Data excerpts section start

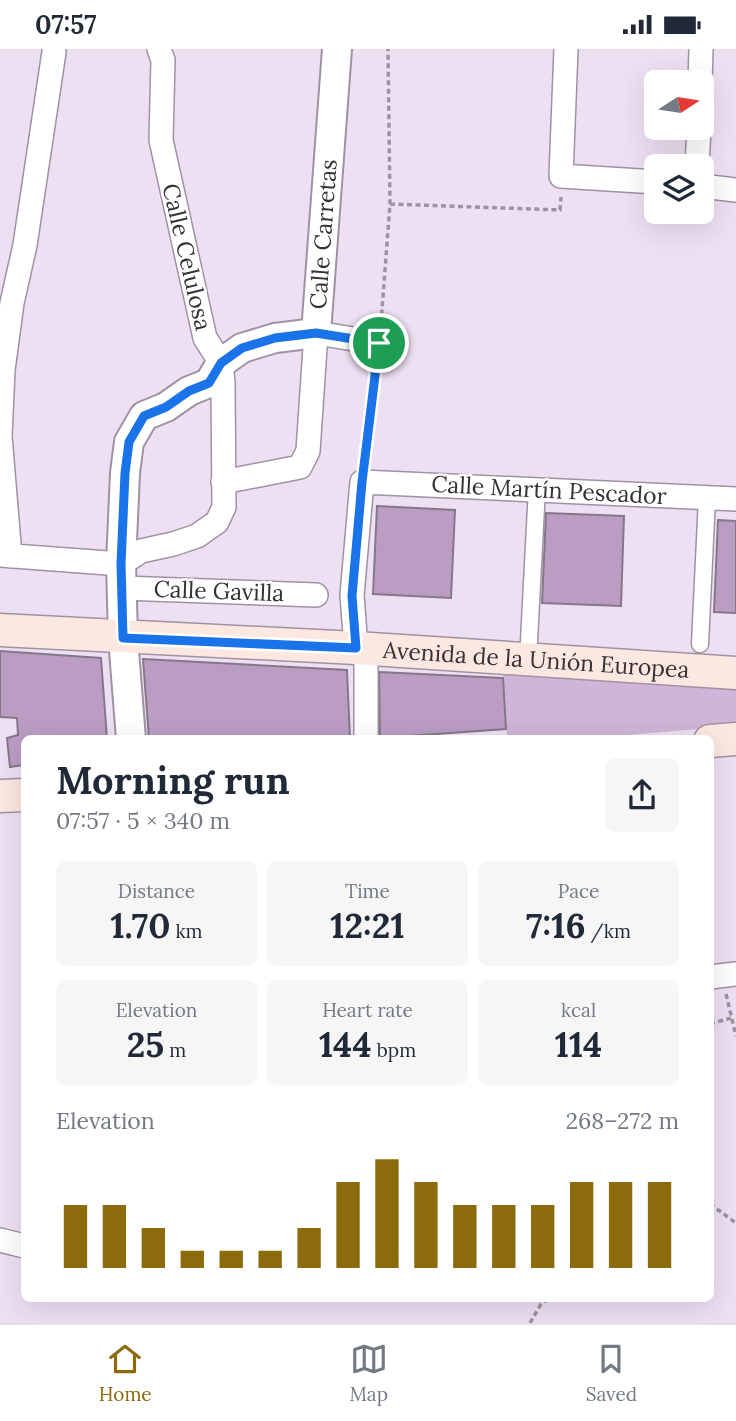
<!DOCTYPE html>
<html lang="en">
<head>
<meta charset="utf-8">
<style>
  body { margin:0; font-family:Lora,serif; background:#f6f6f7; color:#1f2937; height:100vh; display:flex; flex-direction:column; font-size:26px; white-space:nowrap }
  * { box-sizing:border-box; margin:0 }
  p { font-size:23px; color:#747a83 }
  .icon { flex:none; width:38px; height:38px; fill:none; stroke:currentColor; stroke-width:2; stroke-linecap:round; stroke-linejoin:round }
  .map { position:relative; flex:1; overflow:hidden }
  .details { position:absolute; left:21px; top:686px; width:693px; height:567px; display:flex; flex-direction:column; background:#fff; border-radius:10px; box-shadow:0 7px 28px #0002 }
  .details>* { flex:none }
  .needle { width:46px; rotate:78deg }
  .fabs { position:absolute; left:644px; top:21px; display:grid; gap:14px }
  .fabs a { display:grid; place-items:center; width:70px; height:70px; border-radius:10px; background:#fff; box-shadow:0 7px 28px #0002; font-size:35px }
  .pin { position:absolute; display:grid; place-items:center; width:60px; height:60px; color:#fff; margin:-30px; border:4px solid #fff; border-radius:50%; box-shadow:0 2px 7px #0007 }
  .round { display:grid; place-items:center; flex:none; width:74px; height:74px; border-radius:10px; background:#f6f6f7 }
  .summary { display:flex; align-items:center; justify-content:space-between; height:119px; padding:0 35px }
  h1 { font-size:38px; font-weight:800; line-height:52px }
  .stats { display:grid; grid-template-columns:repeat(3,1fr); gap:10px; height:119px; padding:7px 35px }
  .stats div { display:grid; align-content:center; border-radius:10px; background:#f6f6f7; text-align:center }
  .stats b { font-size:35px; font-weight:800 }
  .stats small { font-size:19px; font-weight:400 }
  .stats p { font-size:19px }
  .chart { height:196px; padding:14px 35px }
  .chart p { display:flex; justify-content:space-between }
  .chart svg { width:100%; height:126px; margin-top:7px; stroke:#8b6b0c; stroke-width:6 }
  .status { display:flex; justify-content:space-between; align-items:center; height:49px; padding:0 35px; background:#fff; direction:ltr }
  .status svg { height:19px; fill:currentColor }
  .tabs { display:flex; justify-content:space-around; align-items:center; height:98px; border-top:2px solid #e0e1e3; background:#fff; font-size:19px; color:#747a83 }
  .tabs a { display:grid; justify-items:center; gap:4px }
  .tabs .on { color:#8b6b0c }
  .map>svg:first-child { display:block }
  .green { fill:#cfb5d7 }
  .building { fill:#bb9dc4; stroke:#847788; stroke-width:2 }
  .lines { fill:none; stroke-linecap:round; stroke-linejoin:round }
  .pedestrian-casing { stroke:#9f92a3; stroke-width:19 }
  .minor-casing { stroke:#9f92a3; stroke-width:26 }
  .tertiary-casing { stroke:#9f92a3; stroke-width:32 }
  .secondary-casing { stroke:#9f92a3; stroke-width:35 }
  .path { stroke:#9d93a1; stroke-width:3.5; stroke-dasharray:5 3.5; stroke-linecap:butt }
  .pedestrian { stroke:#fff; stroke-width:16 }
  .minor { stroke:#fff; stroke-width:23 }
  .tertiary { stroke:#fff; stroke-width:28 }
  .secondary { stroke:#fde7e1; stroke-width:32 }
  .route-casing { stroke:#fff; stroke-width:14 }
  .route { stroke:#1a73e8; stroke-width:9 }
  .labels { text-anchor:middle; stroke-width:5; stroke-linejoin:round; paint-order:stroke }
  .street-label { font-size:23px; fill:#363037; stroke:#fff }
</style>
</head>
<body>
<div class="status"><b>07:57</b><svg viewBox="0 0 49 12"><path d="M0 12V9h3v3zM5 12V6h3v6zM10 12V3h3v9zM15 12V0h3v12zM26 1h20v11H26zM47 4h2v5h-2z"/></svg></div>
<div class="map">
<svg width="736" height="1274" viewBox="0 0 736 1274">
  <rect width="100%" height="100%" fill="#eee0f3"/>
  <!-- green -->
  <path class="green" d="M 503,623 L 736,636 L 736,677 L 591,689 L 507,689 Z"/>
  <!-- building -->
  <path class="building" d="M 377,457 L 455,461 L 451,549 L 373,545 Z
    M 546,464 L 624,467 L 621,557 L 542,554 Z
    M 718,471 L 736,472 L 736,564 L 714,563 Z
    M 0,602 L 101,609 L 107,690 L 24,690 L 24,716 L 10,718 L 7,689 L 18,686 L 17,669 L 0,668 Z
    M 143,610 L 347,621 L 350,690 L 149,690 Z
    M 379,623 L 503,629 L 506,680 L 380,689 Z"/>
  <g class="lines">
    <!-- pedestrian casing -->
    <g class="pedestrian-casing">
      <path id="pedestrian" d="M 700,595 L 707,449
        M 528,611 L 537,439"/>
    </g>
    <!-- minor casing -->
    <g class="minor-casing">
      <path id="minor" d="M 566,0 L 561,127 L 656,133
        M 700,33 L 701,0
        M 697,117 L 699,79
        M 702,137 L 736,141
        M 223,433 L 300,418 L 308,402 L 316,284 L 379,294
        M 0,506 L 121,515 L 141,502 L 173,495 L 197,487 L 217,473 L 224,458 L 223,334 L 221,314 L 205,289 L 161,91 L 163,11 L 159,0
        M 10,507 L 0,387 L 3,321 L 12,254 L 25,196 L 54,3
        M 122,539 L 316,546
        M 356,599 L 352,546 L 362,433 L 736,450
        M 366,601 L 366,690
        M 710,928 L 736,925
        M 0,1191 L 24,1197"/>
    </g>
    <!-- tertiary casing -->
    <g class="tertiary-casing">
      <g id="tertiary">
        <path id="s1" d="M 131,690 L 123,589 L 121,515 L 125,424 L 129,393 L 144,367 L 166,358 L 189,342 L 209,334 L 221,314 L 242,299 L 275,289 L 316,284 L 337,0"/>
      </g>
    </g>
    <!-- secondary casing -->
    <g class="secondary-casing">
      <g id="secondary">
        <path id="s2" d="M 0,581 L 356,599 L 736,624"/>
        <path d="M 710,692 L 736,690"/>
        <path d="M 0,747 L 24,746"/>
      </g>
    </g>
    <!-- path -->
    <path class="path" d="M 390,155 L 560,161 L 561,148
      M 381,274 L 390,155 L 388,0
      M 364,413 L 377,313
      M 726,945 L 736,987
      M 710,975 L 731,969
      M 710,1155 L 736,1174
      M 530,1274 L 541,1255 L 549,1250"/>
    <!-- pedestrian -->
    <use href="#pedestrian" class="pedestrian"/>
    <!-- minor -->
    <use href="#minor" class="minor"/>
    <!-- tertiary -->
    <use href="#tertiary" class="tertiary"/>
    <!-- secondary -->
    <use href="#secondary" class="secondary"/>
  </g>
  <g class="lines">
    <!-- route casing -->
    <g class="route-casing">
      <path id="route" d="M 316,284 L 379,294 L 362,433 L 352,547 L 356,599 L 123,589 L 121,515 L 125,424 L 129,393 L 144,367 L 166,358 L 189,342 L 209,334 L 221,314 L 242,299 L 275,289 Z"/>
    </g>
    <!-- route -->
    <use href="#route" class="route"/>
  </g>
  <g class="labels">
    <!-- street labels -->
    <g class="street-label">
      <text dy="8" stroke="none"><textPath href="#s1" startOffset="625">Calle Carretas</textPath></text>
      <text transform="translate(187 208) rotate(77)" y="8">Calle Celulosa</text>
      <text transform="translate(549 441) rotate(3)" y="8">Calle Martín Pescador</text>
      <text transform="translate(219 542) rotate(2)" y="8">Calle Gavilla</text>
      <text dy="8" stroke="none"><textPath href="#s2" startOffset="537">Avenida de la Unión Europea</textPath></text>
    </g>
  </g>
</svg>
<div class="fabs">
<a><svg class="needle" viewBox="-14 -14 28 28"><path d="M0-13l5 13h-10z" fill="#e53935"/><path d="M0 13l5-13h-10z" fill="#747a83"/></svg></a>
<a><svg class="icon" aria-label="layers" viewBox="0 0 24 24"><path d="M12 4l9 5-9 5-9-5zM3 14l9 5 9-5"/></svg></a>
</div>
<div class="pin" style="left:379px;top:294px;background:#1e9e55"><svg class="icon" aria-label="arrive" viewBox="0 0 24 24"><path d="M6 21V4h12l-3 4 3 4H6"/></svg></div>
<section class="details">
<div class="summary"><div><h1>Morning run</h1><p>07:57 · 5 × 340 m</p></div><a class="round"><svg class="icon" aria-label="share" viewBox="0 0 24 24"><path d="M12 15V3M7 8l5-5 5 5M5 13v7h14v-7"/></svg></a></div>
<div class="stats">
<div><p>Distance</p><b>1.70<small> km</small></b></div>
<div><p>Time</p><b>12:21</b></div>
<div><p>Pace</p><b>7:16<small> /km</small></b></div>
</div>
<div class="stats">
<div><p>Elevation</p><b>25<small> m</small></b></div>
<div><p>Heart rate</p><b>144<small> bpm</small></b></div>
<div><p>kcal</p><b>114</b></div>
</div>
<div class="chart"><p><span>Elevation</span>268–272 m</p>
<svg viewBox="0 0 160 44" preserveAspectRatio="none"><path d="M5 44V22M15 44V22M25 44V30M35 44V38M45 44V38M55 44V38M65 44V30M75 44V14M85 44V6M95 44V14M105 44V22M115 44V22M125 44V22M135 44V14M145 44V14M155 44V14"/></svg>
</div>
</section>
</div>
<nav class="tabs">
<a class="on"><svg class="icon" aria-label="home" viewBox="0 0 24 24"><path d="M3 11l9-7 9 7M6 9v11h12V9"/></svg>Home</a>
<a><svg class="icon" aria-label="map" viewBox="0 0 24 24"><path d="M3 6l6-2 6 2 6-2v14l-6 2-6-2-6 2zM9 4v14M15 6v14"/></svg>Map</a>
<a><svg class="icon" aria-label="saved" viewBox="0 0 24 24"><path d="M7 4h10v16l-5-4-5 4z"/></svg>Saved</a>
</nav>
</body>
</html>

Data excerpts section end

**Activity**
Find every line in the records that uses the string "linecap", then copy it.

**Final answer**
  .icon { flex:none; width:38px; height:38px; fill:none; stroke:currentColor; stroke-width:2; stroke-linecap:round; stroke-linejoin:round }
  .lines { fill:none; stroke-linecap:round; stroke-linejoin:round }
  .path { stroke:#9d93a1; stroke-width:3.5; stroke-dasharray:5 3.5; stroke-linecap:butt }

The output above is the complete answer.